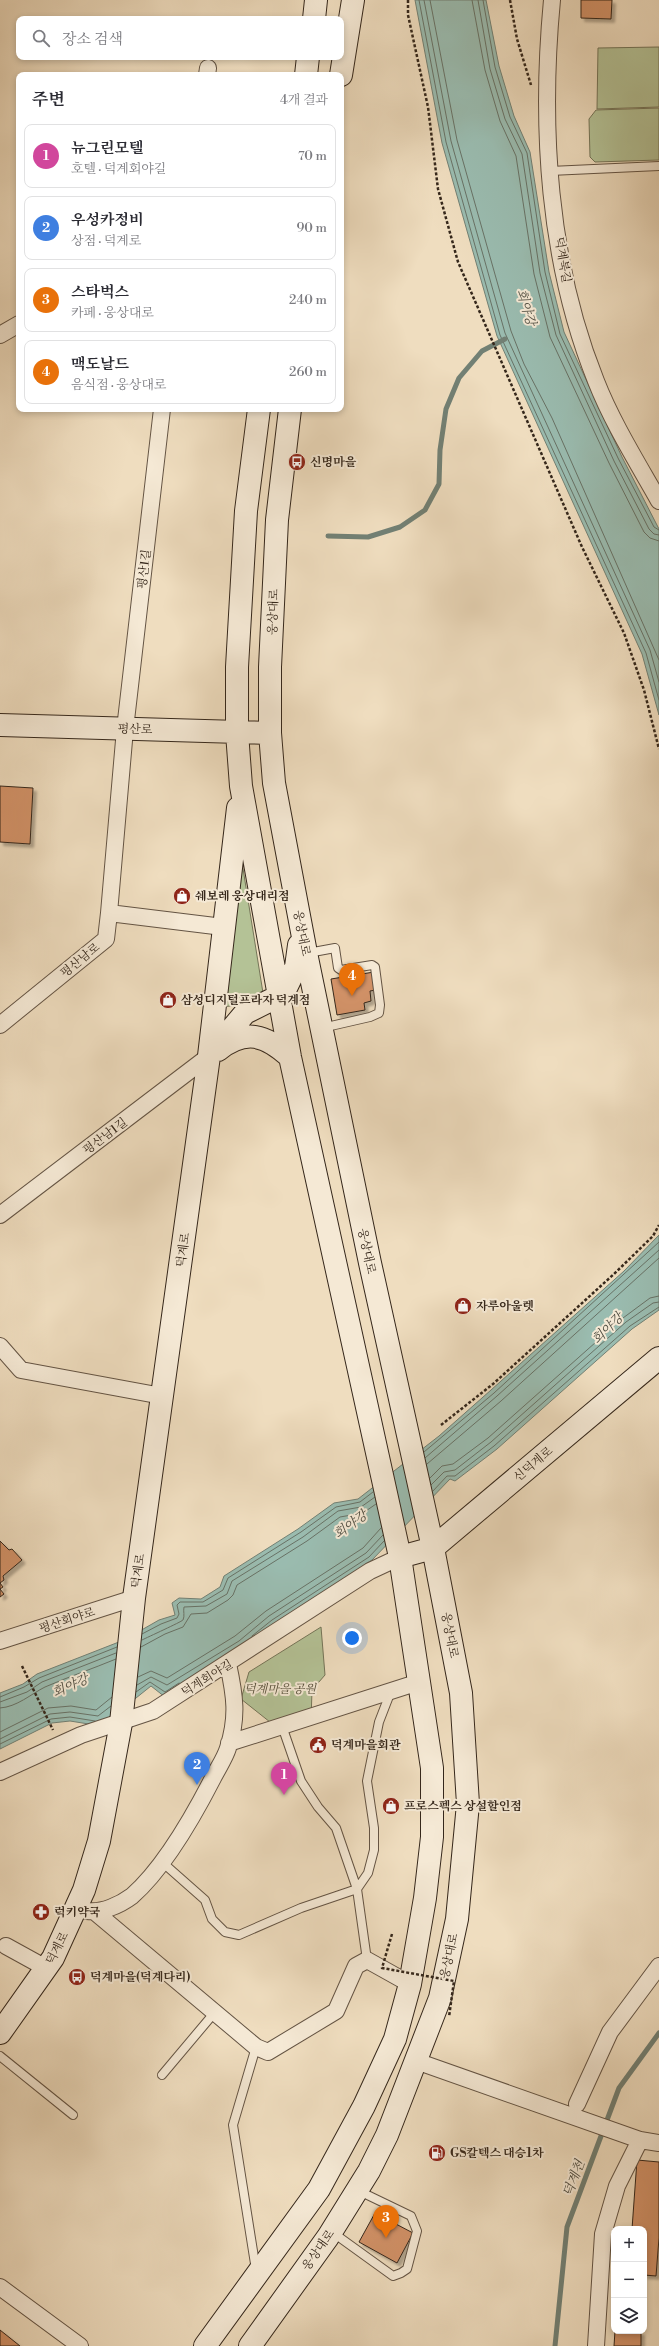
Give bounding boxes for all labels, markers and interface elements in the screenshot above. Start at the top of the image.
search box [16,16,344,60]
icon: search [30,27,52,49]
text: 장소 검색 [62,30,123,49]
text: 주변 [32,89,65,111]
text: 4개 결과 [280,92,328,108]
text: 뉴그린모텔 [71,139,143,158]
text: 1 [43,148,49,164]
text: 70 m [298,148,327,164]
text: 호텔 · 덕계회야길 [71,161,166,177]
text: 우성카정비 [71,211,143,230]
text: 2 [42,220,50,236]
text: 90 m [296,220,327,236]
text: 상점 · 덕계로 [71,233,141,249]
street label: 덕계북길 [551,236,574,284]
text: 스타벅스 [71,283,129,302]
water label: 회야강 [513,287,540,330]
text: 3 [42,292,50,308]
text: 240 m [289,292,327,308]
text: 카페 · 웅상대로 [71,305,154,321]
text: 맥도날드 [71,355,129,374]
text: 4 [42,364,50,380]
text: 260 m [289,364,327,380]
text: 음식점 · 웅상대로 [71,377,166,393]
bus stop icon: 신명마을 [287,452,307,472]
place label: 신명마을 [310,455,357,470]
street label: 평산1길 [135,548,154,590]
street label: 웅상대로 [265,588,282,635]
street label: 평산로 [117,721,153,738]
shop icon: 쉐보레 웅상대리점 [172,886,192,906]
place label: 쉐보레 웅상대리점 [195,889,290,904]
street label: 웅상대로 [290,909,313,958]
street label: 평산남로 [58,940,103,981]
pin: 4 [339,963,365,996]
shop icon: 삼성디지털프라자 덕계점 [158,990,178,1010]
place label: 삼성디지털프라자 덕계점 [181,993,310,1008]
street label: 평산남1길 [80,1115,130,1158]
street label: 웅상대로 [354,1227,379,1276]
street label: 덕계로 [174,1231,193,1268]
shop icon: 자루아울렛 [453,1296,473,1316]
place label: 자루아울렛 [476,1299,534,1314]
water label: 회야강 [589,1308,628,1348]
street label: 신덕계로 [511,1443,556,1485]
water label: 회야강 [331,1506,372,1542]
street label: 덕계로 [129,1552,148,1589]
street label: 평산회야로 [37,1604,97,1637]
street label: 웅상대로 [438,1611,461,1660]
your location [342,1628,362,1648]
street label: 덕계회야길 [179,1657,236,1700]
water label: 회야강 [50,1670,93,1701]
park label: 덕계마을 공원 [244,1682,317,1697]
public building icon: 덕계마을회관 [308,1735,328,1755]
place label: 덕계마을회관 [331,1738,401,1753]
pin: 2 [184,1752,210,1785]
pin: 1 [271,1762,297,1795]
shop icon: 프로스펙스 상설할인점 [381,1796,401,1816]
place label: 프로스펙스 상설할인점 [404,1799,522,1814]
pharmacy icon: 럭키약국 [31,1902,51,1922]
place label: 럭키약국 [54,1905,101,1920]
street label: 덕계로 [43,1929,72,1967]
street label: 웅상대로 [437,1931,462,1980]
bus stop icon: 덕계마을(덕계다리) [67,1967,87,1987]
place label: 덕계마을(덕계다리) [90,1970,190,1985]
fuel station icon: GS칼텍스 대승1차 [427,2143,447,2163]
place label: GS칼텍스 대승1차 [450,2146,544,2161]
water label: 덕계천 [560,2157,589,2199]
pin: 3 [373,2205,399,2238]
map controls [611,2226,647,2334]
button: + [611,2226,647,2262]
street label: 웅상대로 [299,2227,338,2274]
button: − [611,2262,647,2298]
button: layers [611,2298,647,2334]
■ ■ ■ ■ ■
> **WORK REQUEST**
Counting only those lines of the data above where the word "럭키약국" appears, give the number and nothing more.

> **TASK SOLUTION**
2